Installing Elastic Security

I wanted to install Elastic Security to use in my home lab machine. I have used Helk and Security Onion in the past. I found some walkthroughs on how to do this but had some trouble following them to get this to work. This is my documentation on how I installed it.

My home lab is an Intel Nuk running Windows 10 and VMware Workstation 6 with 32 GB ram and two 1TB Samsung 970 EVO SSD drives. The virtual machines consist of a Windows 2019 Domain controller and a couple of Windows 10 workstations. I run Kali from my Surface Book 3 so I can practice stuff anywhere.

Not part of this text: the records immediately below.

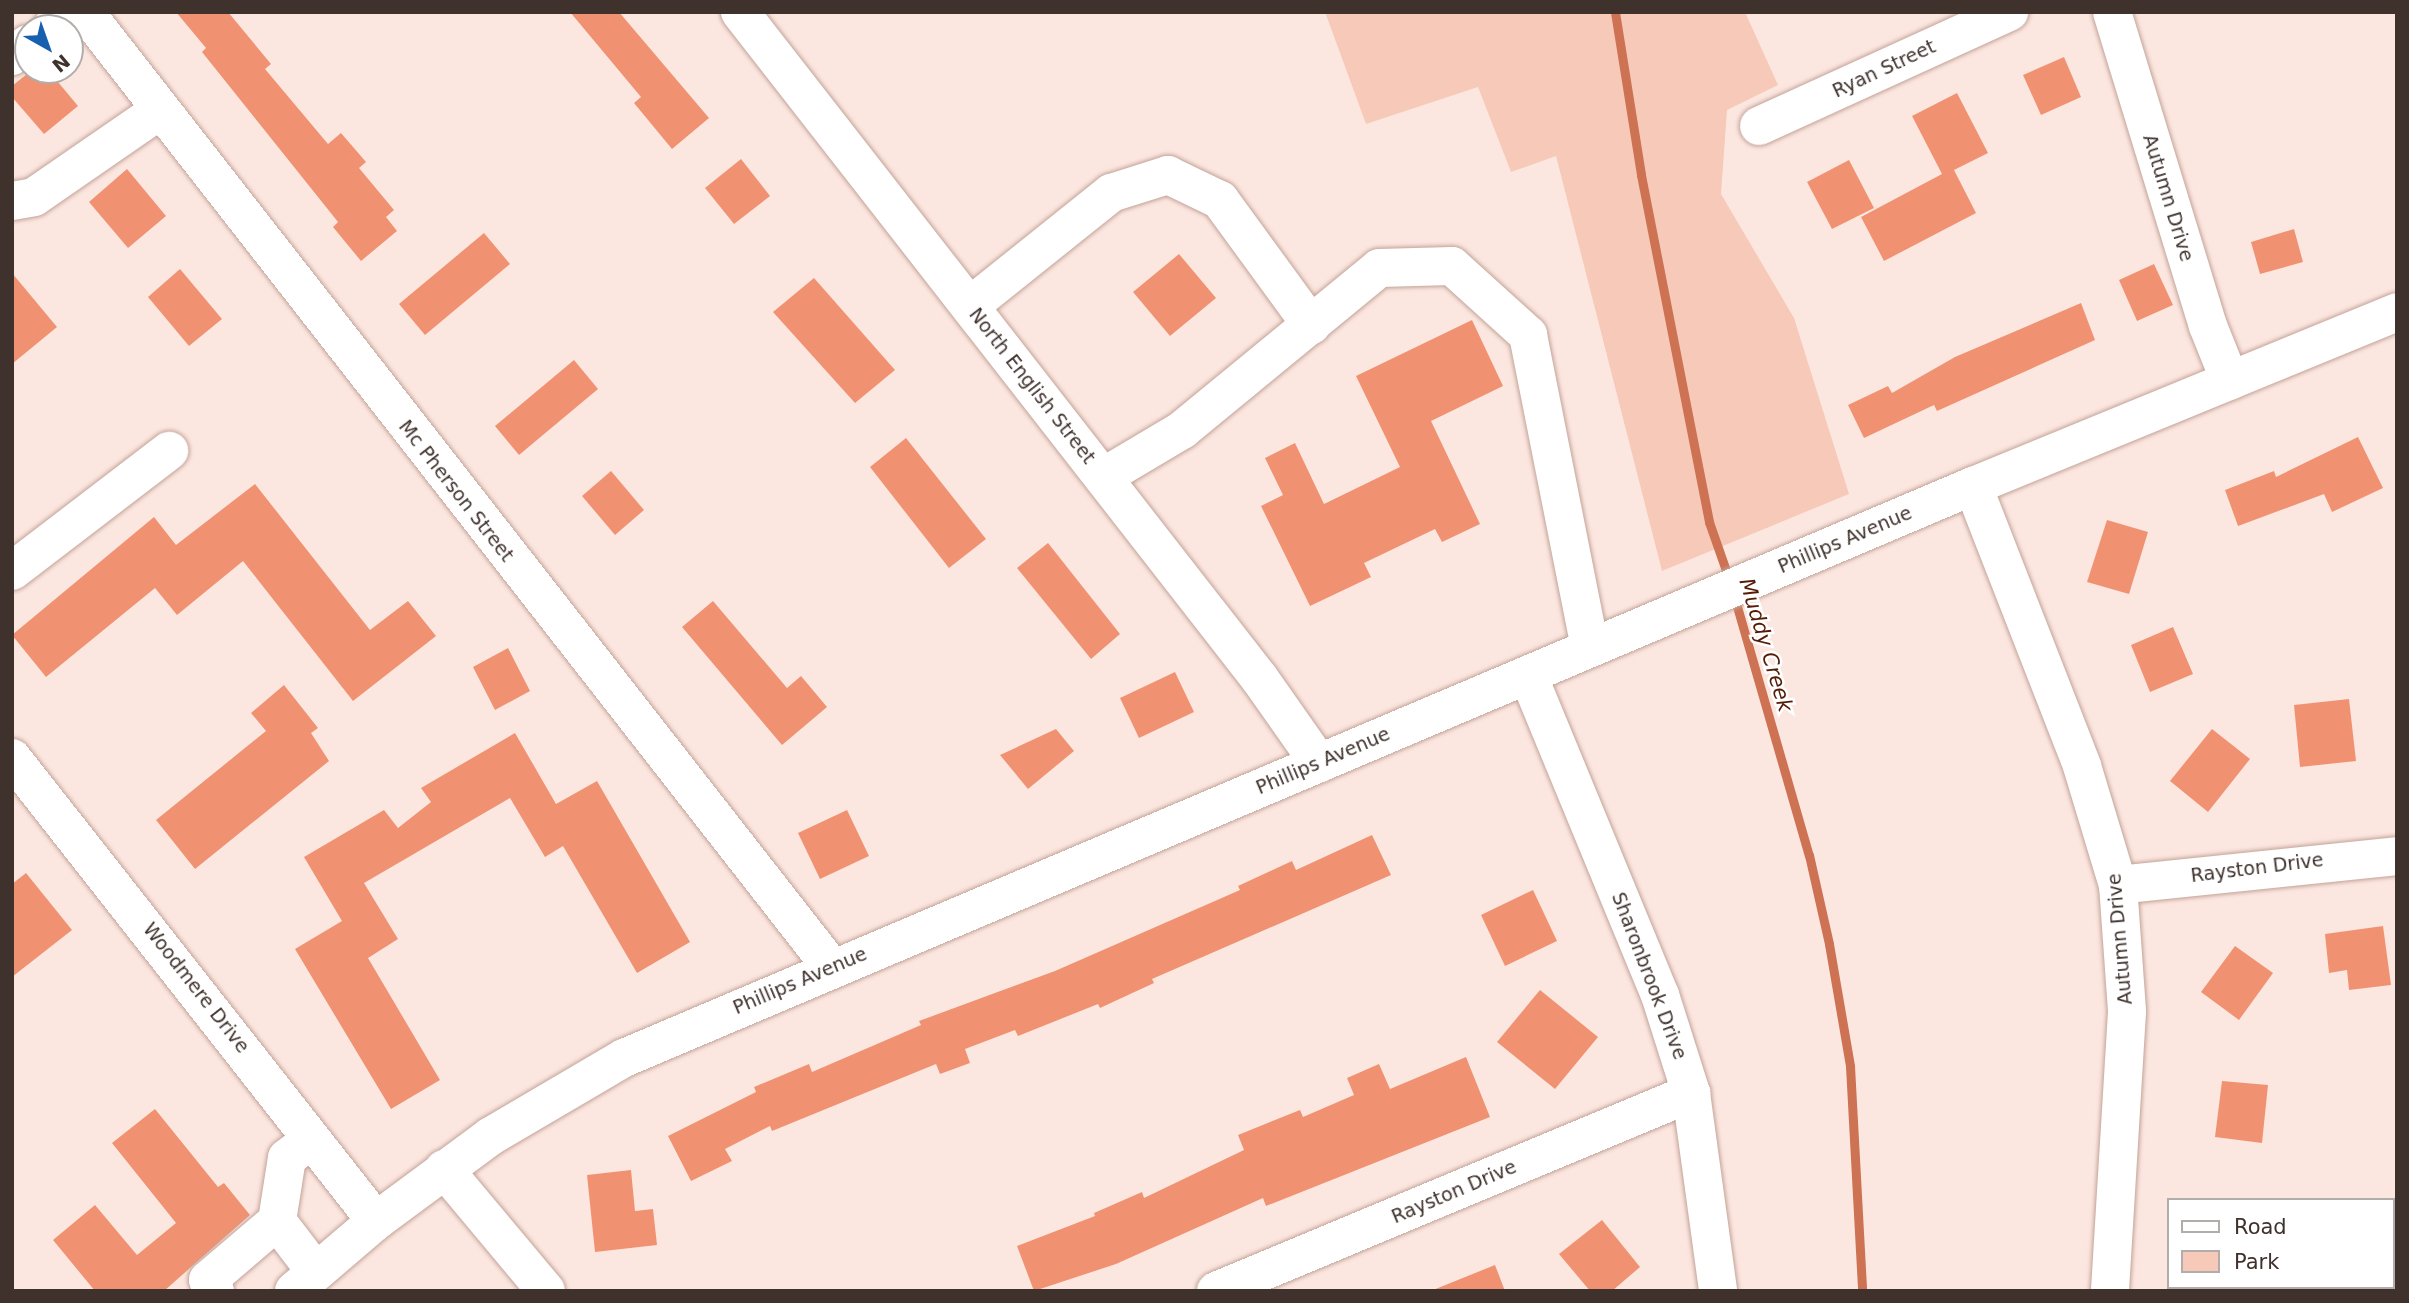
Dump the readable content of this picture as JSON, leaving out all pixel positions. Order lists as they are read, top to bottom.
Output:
{
  "streets": {
    "street": [
      "Ryan Street",
      "Autumn Drive",
      "North English Street",
      "Mc Pherson Street",
      "Phillips Avenue",
      "Rayston Drive",
      "Sharonbrook Drive",
      "Woodmere Drive"
    ]
  },
  "crossings": [
    ["Autumn Drive", "Phillips Avenue"],
    ["Autumn Drive", "Rayston Drive"],
    ["North English Street", "Phillips Avenue"],
    ["Mc Pherson Street", "Phillips Avenue"],
    ["Phillips Avenue", "Sharonbrook Drive"],
    ["Phillips Avenue", "Woodmere Drive"],
    ["Rayston Drive", "Sharonbrook Drive"]
  ],
  "water": ["Muddy Creek"],
  "legend": ["Road", "Park"],
  "north": "bottom right"
}
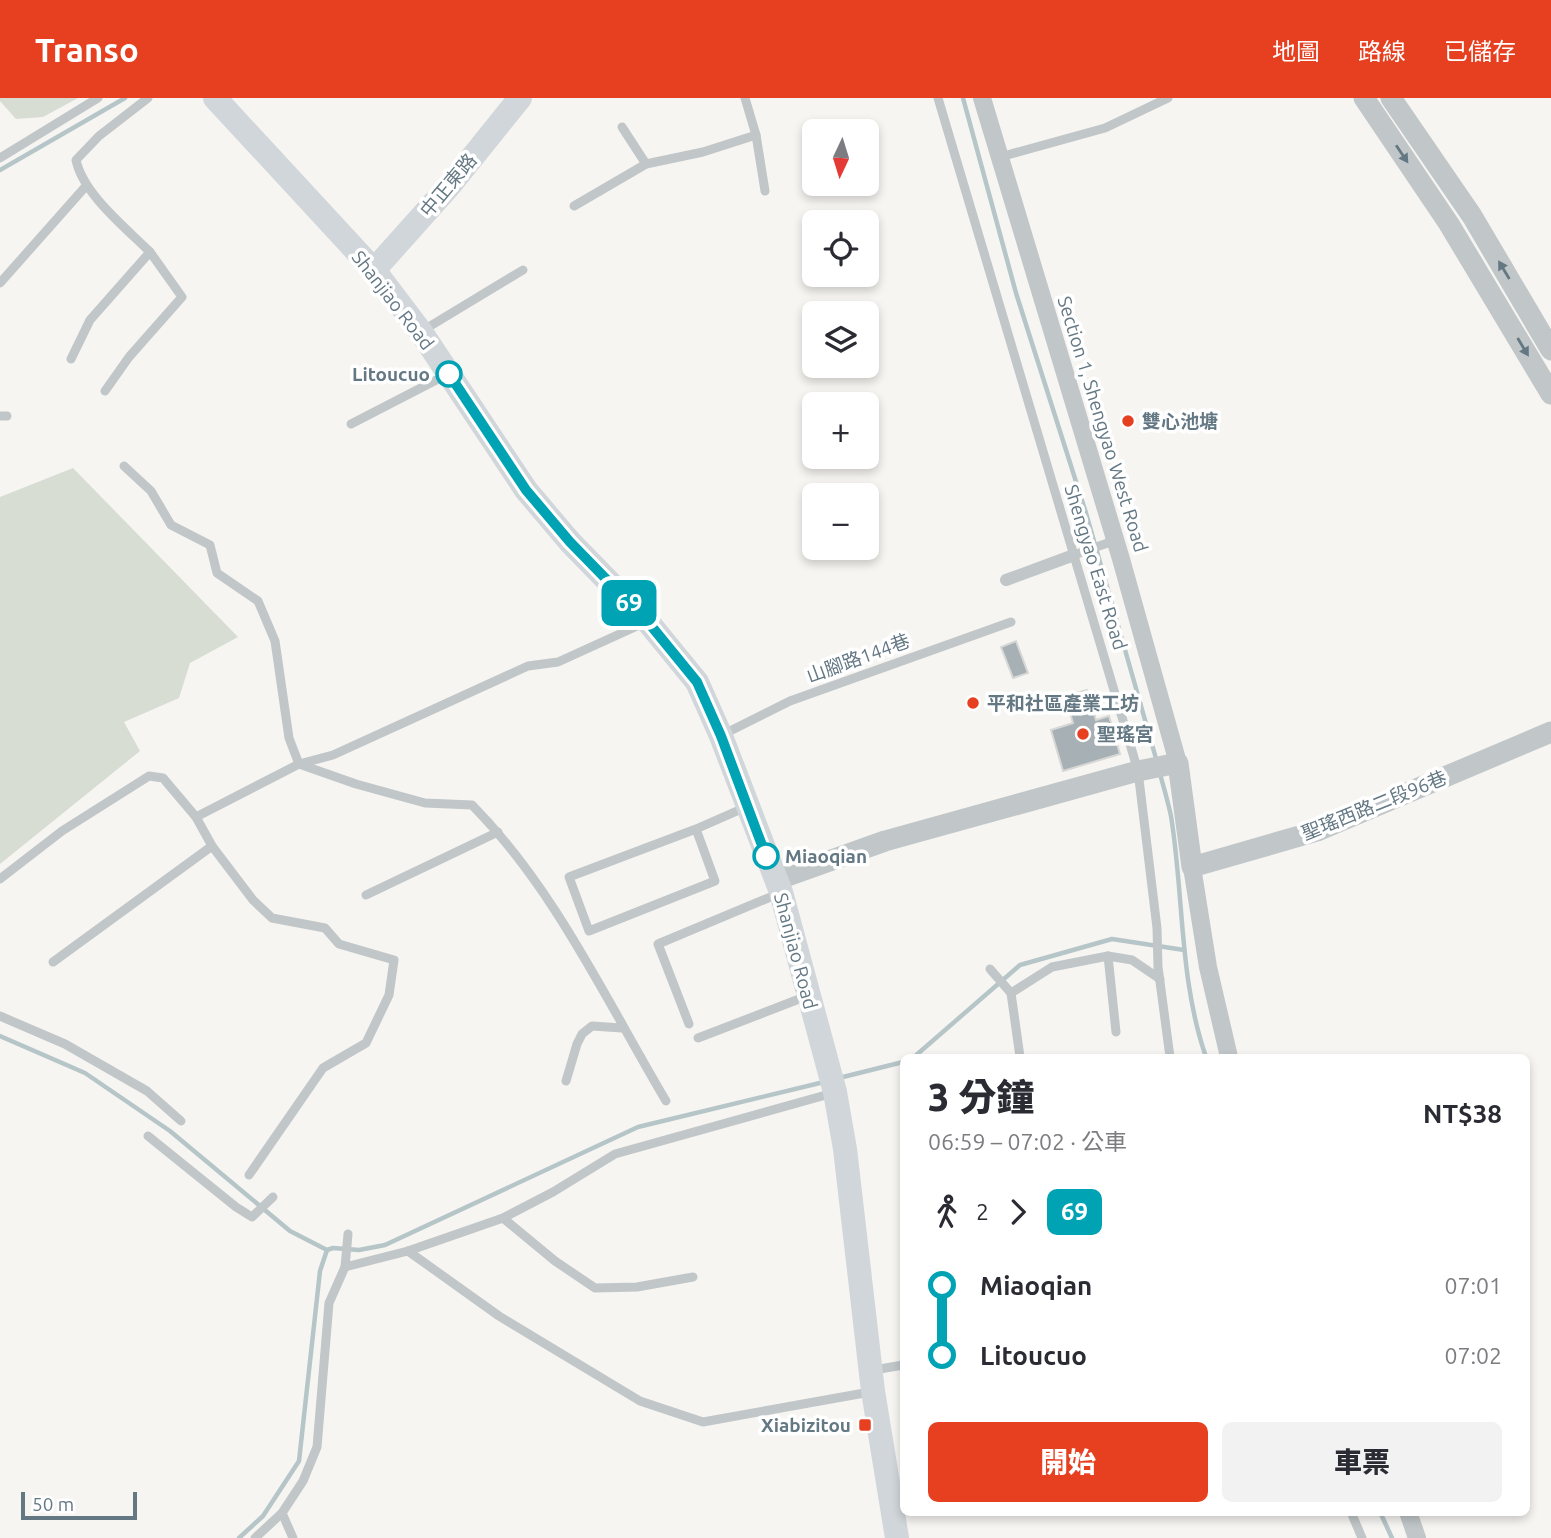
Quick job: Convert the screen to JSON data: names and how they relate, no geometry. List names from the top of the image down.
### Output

I created a new machine and installed Ubuntu Server 20.04 using a static IP address. This is standard stuff so I will not document that part. This from my OneNote notes I take while I am doing stuff. If you do not understand the steps read the blog I linked at the bottom of this page. My steps are the cliff notes version of his post with all the commands and screenshots to make it easier for me to redo the machine again. I could not have figured this out if it was not for his work. These are the exact steps that worked in the end for me after about 5 tries because of things I did wrong like installing elastic as root.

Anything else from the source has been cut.